__The problem__
Look over the material below and count the lines that include "Deal". Give only the total.

__Data to process__
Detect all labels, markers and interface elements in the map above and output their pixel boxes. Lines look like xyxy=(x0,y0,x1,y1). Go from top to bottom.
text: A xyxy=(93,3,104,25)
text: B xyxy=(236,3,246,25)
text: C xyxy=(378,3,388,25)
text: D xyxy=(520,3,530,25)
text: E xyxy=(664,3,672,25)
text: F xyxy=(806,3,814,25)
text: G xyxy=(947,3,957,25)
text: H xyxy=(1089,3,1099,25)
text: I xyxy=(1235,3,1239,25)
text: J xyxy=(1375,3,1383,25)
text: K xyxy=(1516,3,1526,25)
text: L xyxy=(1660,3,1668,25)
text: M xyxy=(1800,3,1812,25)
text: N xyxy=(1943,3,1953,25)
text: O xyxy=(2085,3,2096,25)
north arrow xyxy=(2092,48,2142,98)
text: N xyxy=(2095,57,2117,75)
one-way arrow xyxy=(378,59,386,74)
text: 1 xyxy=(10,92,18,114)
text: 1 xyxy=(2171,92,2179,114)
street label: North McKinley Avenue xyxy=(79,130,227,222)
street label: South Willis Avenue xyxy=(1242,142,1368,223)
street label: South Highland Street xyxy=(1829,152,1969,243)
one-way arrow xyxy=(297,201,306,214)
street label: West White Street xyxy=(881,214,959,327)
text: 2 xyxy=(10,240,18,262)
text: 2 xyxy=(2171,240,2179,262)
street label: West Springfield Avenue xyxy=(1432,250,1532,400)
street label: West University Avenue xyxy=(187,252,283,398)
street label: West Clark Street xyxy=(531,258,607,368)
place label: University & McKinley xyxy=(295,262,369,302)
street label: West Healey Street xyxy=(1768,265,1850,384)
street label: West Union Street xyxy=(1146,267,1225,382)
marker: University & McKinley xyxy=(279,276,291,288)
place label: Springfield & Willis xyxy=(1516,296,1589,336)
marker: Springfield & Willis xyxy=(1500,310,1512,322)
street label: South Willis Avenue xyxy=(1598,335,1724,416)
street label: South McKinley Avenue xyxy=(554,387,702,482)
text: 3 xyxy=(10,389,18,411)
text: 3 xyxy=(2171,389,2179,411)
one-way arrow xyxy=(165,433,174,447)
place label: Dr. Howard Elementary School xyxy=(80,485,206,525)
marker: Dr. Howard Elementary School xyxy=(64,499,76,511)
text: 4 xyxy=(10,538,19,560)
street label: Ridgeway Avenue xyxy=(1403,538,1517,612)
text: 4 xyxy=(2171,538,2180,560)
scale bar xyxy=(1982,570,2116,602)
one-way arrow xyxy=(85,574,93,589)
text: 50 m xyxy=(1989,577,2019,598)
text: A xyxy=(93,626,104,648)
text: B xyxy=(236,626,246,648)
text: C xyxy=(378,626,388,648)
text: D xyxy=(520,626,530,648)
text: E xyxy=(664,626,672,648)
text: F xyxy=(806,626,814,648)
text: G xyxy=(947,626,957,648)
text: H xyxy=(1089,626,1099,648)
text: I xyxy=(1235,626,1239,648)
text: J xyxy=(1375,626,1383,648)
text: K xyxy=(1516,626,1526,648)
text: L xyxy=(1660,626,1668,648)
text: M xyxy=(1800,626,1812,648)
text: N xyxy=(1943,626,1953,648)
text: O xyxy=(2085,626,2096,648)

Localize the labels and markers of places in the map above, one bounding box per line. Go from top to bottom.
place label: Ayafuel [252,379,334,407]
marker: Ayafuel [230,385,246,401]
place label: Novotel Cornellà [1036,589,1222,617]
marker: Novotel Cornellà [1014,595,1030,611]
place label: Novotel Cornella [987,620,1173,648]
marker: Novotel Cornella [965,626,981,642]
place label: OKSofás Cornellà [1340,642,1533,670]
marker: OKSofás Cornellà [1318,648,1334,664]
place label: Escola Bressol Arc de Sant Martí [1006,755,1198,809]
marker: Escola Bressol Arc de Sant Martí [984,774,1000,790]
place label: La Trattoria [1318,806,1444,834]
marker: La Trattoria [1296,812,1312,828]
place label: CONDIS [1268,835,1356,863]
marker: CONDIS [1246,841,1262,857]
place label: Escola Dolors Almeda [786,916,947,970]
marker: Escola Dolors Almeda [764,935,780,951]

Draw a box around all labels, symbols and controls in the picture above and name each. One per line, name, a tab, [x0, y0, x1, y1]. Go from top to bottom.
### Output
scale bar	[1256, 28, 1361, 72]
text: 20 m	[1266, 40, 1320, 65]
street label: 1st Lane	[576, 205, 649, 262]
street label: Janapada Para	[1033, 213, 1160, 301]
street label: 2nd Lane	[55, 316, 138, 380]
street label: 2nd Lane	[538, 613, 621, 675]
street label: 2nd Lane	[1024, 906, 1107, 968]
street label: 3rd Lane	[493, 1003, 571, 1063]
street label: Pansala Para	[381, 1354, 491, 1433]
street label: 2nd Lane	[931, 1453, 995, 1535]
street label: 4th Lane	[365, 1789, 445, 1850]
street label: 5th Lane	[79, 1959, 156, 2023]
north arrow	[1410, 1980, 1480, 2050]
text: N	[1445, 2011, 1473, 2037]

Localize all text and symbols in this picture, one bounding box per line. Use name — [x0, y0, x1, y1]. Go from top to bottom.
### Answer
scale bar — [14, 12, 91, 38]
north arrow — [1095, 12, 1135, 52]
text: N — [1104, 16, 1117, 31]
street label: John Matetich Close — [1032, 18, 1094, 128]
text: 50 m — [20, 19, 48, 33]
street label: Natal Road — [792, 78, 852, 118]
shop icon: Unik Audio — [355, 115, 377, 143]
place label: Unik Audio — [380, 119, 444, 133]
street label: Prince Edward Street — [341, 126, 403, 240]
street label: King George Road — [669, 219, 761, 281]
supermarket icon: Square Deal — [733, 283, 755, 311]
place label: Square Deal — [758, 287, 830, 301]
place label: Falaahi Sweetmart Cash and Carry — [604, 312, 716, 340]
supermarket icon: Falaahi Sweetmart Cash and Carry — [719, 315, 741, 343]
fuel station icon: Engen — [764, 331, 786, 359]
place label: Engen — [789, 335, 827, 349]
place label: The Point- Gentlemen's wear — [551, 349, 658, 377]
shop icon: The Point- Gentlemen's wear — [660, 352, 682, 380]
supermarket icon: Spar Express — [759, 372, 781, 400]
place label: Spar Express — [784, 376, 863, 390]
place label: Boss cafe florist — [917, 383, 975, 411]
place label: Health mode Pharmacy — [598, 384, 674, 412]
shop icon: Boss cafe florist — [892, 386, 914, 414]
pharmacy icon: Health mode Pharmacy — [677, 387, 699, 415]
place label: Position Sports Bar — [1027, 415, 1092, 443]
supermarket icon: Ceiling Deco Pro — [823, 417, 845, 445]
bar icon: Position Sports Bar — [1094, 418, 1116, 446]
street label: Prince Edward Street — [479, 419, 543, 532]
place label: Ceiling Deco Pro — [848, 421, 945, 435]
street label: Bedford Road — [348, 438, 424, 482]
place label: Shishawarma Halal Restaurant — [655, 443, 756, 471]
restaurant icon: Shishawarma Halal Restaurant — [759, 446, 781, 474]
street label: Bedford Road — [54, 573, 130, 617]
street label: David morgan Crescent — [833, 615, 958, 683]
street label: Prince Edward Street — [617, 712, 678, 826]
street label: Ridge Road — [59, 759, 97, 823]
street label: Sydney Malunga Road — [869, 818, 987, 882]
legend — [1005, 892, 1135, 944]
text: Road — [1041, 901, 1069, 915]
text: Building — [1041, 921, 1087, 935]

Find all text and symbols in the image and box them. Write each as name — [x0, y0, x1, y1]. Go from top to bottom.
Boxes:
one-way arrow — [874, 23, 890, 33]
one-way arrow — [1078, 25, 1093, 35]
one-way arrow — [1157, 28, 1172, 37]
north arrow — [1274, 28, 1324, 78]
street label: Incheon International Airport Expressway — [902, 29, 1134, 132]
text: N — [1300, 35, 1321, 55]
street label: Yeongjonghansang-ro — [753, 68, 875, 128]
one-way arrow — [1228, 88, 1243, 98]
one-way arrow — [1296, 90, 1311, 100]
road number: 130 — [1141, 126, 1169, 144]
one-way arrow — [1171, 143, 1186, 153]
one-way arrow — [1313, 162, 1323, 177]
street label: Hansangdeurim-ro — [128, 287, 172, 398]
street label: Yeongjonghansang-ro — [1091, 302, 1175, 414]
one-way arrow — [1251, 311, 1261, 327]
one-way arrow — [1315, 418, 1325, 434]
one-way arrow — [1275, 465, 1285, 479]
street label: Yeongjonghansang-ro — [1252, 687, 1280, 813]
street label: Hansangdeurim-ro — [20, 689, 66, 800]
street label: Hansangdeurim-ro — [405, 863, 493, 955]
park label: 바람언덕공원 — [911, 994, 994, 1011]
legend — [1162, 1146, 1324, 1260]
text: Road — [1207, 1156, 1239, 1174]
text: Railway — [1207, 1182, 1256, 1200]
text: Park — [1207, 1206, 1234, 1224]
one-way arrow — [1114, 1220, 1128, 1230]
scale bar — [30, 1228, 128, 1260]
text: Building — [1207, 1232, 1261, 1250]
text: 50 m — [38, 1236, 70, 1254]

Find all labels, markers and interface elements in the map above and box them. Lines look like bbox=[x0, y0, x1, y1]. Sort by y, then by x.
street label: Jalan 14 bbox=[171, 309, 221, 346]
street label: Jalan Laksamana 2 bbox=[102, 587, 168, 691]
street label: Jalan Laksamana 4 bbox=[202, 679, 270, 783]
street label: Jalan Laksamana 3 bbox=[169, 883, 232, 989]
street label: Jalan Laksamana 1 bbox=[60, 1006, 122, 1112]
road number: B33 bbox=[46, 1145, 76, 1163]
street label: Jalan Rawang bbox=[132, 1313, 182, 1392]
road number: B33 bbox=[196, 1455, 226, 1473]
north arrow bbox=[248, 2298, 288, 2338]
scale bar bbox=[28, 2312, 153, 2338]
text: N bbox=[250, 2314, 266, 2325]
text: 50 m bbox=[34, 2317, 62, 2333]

__Solution to this problem__
2